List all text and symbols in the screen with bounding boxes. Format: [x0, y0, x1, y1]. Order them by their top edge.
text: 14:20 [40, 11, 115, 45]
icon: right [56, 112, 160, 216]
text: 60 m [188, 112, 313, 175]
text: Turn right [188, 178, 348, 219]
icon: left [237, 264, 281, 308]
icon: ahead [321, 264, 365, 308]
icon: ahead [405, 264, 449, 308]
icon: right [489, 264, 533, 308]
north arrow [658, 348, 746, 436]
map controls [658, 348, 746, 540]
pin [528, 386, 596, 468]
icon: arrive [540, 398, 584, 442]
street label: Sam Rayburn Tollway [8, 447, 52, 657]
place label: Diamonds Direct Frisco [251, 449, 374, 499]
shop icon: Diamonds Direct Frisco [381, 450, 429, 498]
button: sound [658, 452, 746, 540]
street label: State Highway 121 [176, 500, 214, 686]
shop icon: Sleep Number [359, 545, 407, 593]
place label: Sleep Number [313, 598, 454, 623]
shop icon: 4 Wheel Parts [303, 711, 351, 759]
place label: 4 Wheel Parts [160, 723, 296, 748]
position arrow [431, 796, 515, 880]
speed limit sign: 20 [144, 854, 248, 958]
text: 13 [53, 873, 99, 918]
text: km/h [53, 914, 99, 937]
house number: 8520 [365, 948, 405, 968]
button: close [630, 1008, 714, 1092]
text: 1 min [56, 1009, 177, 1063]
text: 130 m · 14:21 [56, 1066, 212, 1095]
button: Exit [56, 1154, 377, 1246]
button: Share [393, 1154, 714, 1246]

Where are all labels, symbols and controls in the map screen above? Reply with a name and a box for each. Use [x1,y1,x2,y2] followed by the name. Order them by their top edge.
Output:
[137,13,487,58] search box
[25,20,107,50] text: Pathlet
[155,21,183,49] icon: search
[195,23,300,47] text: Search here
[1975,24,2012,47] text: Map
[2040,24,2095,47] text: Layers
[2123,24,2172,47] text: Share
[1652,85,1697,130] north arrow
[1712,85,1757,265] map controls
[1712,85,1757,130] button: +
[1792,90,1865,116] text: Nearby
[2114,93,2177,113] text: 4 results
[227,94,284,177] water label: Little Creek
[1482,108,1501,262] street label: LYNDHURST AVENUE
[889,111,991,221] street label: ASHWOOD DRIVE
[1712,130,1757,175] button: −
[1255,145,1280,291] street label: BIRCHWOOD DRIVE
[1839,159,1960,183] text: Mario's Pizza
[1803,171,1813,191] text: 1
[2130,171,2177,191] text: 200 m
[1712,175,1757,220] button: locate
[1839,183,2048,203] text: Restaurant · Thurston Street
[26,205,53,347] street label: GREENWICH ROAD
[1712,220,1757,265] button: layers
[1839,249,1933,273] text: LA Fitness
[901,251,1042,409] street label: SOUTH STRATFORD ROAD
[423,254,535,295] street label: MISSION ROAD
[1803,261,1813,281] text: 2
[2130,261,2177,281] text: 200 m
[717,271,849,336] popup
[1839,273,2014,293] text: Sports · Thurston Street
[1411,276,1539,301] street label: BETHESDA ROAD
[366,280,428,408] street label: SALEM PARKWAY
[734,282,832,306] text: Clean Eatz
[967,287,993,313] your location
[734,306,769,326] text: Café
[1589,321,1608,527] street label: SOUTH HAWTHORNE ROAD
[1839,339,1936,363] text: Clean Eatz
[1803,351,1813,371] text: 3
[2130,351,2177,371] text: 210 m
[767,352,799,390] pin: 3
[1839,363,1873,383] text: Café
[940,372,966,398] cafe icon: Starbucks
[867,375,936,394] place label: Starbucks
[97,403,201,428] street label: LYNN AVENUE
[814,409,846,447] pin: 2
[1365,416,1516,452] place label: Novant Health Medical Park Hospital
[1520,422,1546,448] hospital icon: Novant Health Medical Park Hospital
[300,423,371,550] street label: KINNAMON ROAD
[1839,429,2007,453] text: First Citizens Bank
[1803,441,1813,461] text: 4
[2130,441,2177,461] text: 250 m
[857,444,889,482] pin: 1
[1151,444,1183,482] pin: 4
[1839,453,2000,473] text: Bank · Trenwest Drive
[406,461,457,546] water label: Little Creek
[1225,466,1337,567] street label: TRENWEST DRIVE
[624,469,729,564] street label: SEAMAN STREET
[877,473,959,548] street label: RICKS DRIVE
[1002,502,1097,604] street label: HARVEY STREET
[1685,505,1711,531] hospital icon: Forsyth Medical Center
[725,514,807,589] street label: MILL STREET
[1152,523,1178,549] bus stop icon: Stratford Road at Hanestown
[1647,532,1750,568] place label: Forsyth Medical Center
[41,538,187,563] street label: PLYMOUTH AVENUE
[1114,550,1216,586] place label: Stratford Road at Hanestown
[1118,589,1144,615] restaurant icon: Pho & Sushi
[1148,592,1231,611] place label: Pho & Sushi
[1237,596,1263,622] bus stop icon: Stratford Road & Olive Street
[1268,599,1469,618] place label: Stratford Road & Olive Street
================================
- [WORK TASK]:
Transcribe, in full, each record that appears above.

- [TASK RESPONSE]:
List all text and symbols in the screen with bounding boxes. Format: [x0, y0, x1, y1]. Order them by their top edge.
text: 14:20 [40, 11, 115, 45]
icon: right [56, 112, 160, 216]
text: 60 m [188, 112, 313, 175]
text: Turn right [188, 178, 348, 219]
icon: left [237, 264, 281, 308]
icon: ahead [321, 264, 365, 308]
icon: ahead [405, 264, 449, 308]
icon: right [489, 264, 533, 308]
north arrow [658, 348, 746, 436]
map controls [658, 348, 746, 540]
pin [528, 386, 596, 468]
icon: arrive [540, 398, 584, 442]
street label: Sam Rayburn Tollway [8, 447, 52, 657]
place label: Diamonds Direct Frisco [251, 449, 374, 499]
shop icon: Diamonds Direct Frisco [381, 450, 429, 498]
button: sound [658, 452, 746, 540]
street label: State Highway 121 [176, 500, 214, 686]
shop icon: Sleep Number [359, 545, 407, 593]
place label: Sleep Number [313, 598, 454, 623]
shop icon: 4 Wheel Parts [303, 711, 351, 759]
place label: 4 Wheel Parts [160, 723, 296, 748]
position arrow [431, 796, 515, 880]
speed limit sign: 20 [144, 854, 248, 958]
text: 13 [53, 873, 99, 918]
text: km/h [53, 914, 99, 937]
house number: 8520 [365, 948, 405, 968]
button: close [630, 1008, 714, 1092]
text: 1 min [56, 1009, 177, 1063]
text: 130 m · 14:21 [56, 1066, 212, 1095]
button: Exit [56, 1154, 377, 1246]
button: Share [393, 1154, 714, 1246]

Where are all labels, symbols and controls in the map screen above? Reply with a name and a box for each. Use [x1,y1,x2,y2] followed by the name. Order them by their top edge.
Output:
[137,13,487,58] search box
[25,20,107,50] text: Pathlet
[155,21,183,49] icon: search
[195,23,300,47] text: Search here
[1975,24,2012,47] text: Map
[2040,24,2095,47] text: Layers
[2123,24,2172,47] text: Share
[1652,85,1697,130] north arrow
[1712,85,1757,265] map controls
[1712,85,1757,130] button: +
[1792,90,1865,116] text: Nearby
[2114,93,2177,113] text: 4 results
[227,94,284,177] water label: Little Creek
[1482,108,1501,262] street label: LYNDHURST AVENUE
[889,111,991,221] street label: ASHWOOD DRIVE
[1712,130,1757,175] button: −
[1255,145,1280,291] street label: BIRCHWOOD DRIVE
[1839,159,1960,183] text: Mario's Pizza
[1803,171,1813,191] text: 1
[2130,171,2177,191] text: 200 m
[1712,175,1757,220] button: locate
[1839,183,2048,203] text: Restaurant · Thurston Street
[26,205,53,347] street label: GREENWICH ROAD
[1712,220,1757,265] button: layers
[1839,249,1933,273] text: LA Fitness
[901,251,1042,409] street label: SOUTH STRATFORD ROAD
[423,254,535,295] street label: MISSION ROAD
[1803,261,1813,281] text: 2
[2130,261,2177,281] text: 200 m
[717,271,849,336] popup
[1839,273,2014,293] text: Sports · Thurston Street
[1411,276,1539,301] street label: BETHESDA ROAD
[366,280,428,408] street label: SALEM PARKWAY
[734,282,832,306] text: Clean Eatz
[967,287,993,313] your location
[734,306,769,326] text: Café
[1589,321,1608,527] street label: SOUTH HAWTHORNE ROAD
[1839,339,1936,363] text: Clean Eatz
[1803,351,1813,371] text: 3
[2130,351,2177,371] text: 210 m
[767,352,799,390] pin: 3
[1839,363,1873,383] text: Café
[940,372,966,398] cafe icon: Starbucks
[867,375,936,394] place label: Starbucks
[97,403,201,428] street label: LYNN AVENUE
[814,409,846,447] pin: 2
[1365,416,1516,452] place label: Novant Health Medical Park Hospital
[1520,422,1546,448] hospital icon: Novant Health Medical Park Hospital
[300,423,371,550] street label: KINNAMON ROAD
[1839,429,2007,453] text: First Citizens Bank
[1803,441,1813,461] text: 4
[2130,441,2177,461] text: 250 m
[857,444,889,482] pin: 1
[1151,444,1183,482] pin: 4
[1839,453,2000,473] text: Bank · Trenwest Drive
[406,461,457,546] water label: Little Creek
[1225,466,1337,567] street label: TRENWEST DRIVE
[624,469,729,564] street label: SEAMAN STREET
[877,473,959,548] street label: RICKS DRIVE
[1002,502,1097,604] street label: HARVEY STREET
[1685,505,1711,531] hospital icon: Forsyth Medical Center
[725,514,807,589] street label: MILL STREET
[1152,523,1178,549] bus stop icon: Stratford Road at Hanestown
[1647,532,1750,568] place label: Forsyth Medical Center
[41,538,187,563] street label: PLYMOUTH AVENUE
[1114,550,1216,586] place label: Stratford Road at Hanestown
[1118,589,1144,615] restaurant icon: Pho & Sushi
[1148,592,1231,611] place label: Pho & Sushi
[1237,596,1263,622] bus stop icon: Stratford Road & Olive Street
[1268,599,1469,618] place label: Stratford Road & Olive Street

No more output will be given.